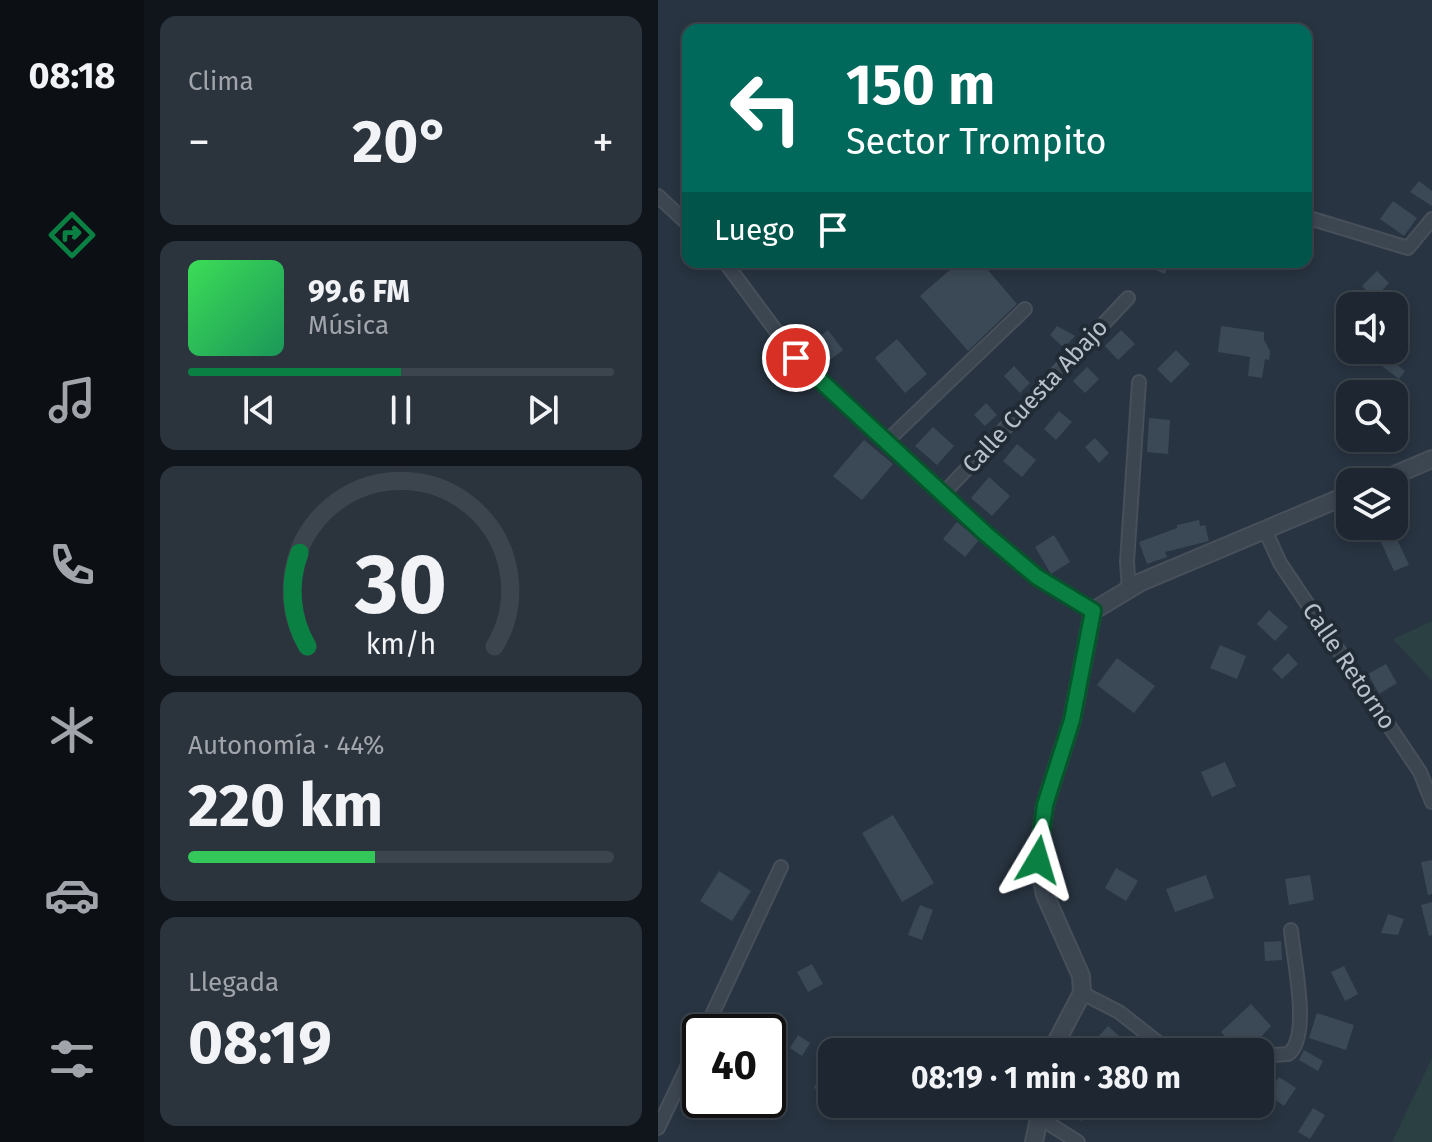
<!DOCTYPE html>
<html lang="es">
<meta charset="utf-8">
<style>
:root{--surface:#1e2731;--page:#2b333d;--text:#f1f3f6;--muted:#a1a5ab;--line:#3c444d;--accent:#0b8043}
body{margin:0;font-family:"Fira Sans",sans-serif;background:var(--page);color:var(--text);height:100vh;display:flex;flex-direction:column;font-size:30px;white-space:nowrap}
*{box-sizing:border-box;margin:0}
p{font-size:26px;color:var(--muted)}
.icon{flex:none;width:44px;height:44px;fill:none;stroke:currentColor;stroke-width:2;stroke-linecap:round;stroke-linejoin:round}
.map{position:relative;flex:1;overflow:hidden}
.panel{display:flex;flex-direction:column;gap:16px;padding:16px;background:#10151b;width:514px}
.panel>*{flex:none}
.banner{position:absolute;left:24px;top:24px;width:630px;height:244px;border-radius:16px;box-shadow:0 4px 12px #0003,0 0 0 2px var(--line);background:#00695c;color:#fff;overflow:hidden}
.fabs{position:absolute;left:678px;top:292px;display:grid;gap:16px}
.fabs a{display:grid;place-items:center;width:72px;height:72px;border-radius:16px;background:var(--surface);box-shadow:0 4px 12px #0003,0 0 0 2px var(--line);font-size:40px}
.speed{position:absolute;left:24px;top:1014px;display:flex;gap:16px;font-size:40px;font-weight:700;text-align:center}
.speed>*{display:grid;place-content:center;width:104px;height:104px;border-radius:50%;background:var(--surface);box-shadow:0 4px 12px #0003,0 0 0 2px var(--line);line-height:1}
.speed .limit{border:4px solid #111;border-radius:12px;background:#fff;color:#111}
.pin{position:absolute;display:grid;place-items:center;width:68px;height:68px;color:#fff;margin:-34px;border:4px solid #fff;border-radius:50%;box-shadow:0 2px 8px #0007}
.me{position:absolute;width:88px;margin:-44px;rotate:7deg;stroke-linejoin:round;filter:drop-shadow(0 0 6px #0008)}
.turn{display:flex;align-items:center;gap:28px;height:168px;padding:0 32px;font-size:36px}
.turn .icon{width:104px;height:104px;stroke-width:2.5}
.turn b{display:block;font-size:56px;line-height:68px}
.then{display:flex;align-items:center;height:76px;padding:0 32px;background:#0003;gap:16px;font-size:30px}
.big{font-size:60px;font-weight:700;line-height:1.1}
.panel .card{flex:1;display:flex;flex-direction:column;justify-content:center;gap:12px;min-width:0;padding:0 28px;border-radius:16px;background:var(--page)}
.panel .dial{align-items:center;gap:0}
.dial svg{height:208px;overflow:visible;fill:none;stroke:var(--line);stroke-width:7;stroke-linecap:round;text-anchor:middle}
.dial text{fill:var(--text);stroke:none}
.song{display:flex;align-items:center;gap:24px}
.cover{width:96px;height:96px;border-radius:12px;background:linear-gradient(135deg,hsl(130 70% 55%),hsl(150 70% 35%))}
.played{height:8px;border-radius:4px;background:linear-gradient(90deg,var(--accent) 50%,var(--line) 50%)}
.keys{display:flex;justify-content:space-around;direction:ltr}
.heat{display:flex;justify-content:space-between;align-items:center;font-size:44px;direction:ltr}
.charge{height:12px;border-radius:6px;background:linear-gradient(90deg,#34c759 44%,var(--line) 0)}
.trip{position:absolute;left:160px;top:1038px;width:456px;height:80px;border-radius:16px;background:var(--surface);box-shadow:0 4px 12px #0003,0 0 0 2px var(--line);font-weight:700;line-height:80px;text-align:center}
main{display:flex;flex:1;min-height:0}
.dock{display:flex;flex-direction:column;width:144px;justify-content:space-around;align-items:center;background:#0c1014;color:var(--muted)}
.dock .icon{width:56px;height:56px}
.dock .current{color:var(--accent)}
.dock b{font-size:36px;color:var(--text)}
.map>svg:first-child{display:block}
</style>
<main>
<nav class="dock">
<b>08:18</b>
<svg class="icon current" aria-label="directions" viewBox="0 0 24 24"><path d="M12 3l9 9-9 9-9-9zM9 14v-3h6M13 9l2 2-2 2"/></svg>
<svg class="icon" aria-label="music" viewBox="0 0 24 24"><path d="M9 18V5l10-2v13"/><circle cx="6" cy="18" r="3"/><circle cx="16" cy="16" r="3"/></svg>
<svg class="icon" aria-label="phone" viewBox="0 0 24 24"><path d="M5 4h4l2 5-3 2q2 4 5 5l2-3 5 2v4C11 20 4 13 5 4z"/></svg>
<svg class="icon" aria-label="climate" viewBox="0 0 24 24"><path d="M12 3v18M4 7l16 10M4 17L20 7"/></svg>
<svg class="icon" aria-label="car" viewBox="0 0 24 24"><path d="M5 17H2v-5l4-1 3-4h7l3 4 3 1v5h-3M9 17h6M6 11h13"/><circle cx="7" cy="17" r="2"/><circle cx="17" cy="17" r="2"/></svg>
<svg class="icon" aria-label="filters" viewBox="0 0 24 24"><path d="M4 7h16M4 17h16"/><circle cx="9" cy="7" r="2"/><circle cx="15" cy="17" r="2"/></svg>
</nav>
<section class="panel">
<div class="card"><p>Clima</p>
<div class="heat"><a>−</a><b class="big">20°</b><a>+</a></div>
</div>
<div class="card">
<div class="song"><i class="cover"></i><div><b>99.6 FM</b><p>Música</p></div></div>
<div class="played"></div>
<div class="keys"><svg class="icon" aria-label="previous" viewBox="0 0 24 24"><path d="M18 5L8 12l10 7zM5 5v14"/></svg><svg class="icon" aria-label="pause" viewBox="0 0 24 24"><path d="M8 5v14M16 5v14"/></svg><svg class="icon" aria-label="next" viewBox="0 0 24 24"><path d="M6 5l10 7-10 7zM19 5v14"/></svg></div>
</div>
<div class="card dial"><svg viewBox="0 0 100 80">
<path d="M14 69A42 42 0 1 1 86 69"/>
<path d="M14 69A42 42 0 0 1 11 33" stroke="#0b8043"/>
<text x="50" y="56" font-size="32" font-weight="700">30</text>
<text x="50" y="72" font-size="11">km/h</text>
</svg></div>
<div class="card"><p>Autonomía · 44%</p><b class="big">220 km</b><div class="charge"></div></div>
<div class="card"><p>Llegada</p><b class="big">08:19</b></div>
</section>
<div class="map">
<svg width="774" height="1142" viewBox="0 0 774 1142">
<rect width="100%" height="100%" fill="#283441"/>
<!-- green -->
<path fill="#2a4042" d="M774 621V681L735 639Z
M774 1058V1142H734Z"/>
<!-- building -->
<path fill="#3b4956" d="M761 181 774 191V206L752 192Z
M735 201 759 218 746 236 722 219Z
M301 262 306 267 312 262H323L359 304 310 351 262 296Z
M477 262H511L507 274Z
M719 271 731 283 716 299 704 286Z
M399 326 417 336 406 348 392 335Z
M563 326 606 332V340L612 351 611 360 607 359 604 378 590 376 592 357 560 352Z
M170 330 185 350 164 366 149 346Z
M463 330 477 344 460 360 447 346Z
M239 339 269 374 247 393 217 358Z
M518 350 532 364 513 383 499 369Z
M727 355 747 371 741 379 720 363Z
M356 366 372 383 362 393 346 376Z
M429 367 441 379 427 393 415 381Z
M328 403 339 415 327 426 316 415Z
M401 411 414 422 398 440 386 429Z
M491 418 512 420 510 454 489 452Z
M275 427 296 446 279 465 257 446Z
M437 438 451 453 441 463 427 447Z
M206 440 235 464 204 500 175 476Z
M359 444 378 460 364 477 345 461Z
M331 477 352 496 334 516 313 498Z
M541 520 542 526 547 525 551 541 507 552 509 557 489 564 481 542 519 528V525Z
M299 522 321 540 307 557 285 539Z
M396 535 412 562 393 574 377 547Z
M737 535 751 565 736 571 723 542Z
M611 610 630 627 617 641 599 624Z
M562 645 588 656 579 679 552 668Z
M630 653 640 664 624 679 614 669Z
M459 658 497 686 476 713 439 685Z
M728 664 739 683 721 694 710 674Z
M567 762 578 786 554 797 543 772Z
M235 815 276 883 244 902 204 833Z
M774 860V894L770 895 763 862Z
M458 868 480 881 468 901 447 888Z
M61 871 93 891 74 921 42 901Z
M548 875 556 898 517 912 508 889Z
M652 875 656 900 631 905 627 879Z
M774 902V935L771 936 763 905Z
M262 905 275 910 264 940 250 935Z
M730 914 746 919 740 935 723 933Z
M623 941 624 960 607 961 606 942Z
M154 964 165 984 150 992 139 972Z
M686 966 700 994 687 1001 673 972Z
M593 1004 613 1026 589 1052H582L563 1032Z
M659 1013 696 1025 688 1050 651 1038Z
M450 1026 470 1044 462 1052H426Z
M140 1035 152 1043 144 1056 132 1048Z
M181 1039 207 1052H175Z
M646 1050 665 1061 660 1071 641 1060Z
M174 1054V1097L156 1088Z
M621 1077 638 1088 626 1106 609 1094Z
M332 1104H372L364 1119Z
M405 1104H430L424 1121 402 1113Z
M655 1108 667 1115 652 1139 640 1132Z"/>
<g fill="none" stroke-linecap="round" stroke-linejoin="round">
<!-- minor casing -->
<g stroke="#464f5a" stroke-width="16">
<path id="minor" d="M0 196 30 224
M648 217 750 248 774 219
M67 262 138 358 328 534 379 577 435 611
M229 441 367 309
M285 494 470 298
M607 530 622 563 762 772 774 802
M471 590 469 562 481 382
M424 993 461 1012 512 1052
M46 1032 123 867
M602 1056 630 1054C654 1038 635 957 633 930
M382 1118 420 1142
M0 1128 42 1040"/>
</g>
<!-- tertiary casing -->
<g stroke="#464f5a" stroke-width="20">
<path id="tertiary" d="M720 482 774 459
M393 1052 424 993 423 976 387 895 380 860 387 805 414 720 435 611 483 582 692 494
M376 1142 384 1104"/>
</g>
<!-- minor -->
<use href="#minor" stroke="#3c4651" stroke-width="12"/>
<!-- tertiary -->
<use href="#tertiary" stroke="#3c4651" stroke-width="16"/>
</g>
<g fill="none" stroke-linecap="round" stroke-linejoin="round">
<!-- route casing -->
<g stroke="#07532c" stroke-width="20">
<path id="route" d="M138 358 328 534 379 577 435 611 414 720 387 805 380 860"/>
</g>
<!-- route -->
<use href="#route" stroke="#0b8043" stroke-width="14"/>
</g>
<g text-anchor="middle" stroke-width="8" stroke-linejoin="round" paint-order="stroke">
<!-- street labels -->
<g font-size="24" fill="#b9c1cb" stroke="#212b36">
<text transform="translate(377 396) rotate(-47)" y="8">Calle Cuesta Abajo</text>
<text transform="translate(691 666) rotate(56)" y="8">Calle Retorno</text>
</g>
</g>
</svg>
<div class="fabs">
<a><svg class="icon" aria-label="sound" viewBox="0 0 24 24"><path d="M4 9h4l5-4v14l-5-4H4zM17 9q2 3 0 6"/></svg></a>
<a><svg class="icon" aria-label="search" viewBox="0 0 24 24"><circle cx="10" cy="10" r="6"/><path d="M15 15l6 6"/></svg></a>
<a><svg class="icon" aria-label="layers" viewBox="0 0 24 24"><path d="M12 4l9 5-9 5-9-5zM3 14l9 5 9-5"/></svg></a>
</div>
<div class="speed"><div class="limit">40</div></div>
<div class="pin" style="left:138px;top:358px;background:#d93025"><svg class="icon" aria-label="arrive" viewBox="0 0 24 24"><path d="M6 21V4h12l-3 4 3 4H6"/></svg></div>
<svg class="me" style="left:380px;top:860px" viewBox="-20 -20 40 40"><path d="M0-17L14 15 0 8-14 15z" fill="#0b8043" stroke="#fff" stroke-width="4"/></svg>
<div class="trip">08:19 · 1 min · 380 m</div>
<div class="banner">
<div class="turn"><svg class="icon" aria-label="left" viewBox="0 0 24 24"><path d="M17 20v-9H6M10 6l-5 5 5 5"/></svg><div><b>150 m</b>Sector Trompito</div></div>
<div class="then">Luego<svg class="icon" aria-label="arrive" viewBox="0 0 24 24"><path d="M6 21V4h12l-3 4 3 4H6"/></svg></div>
</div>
</div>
</main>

========================================================================

§ Task directions:
How many of the lines above include the string "cover"? Only the number should be written.

§ Written solution:
2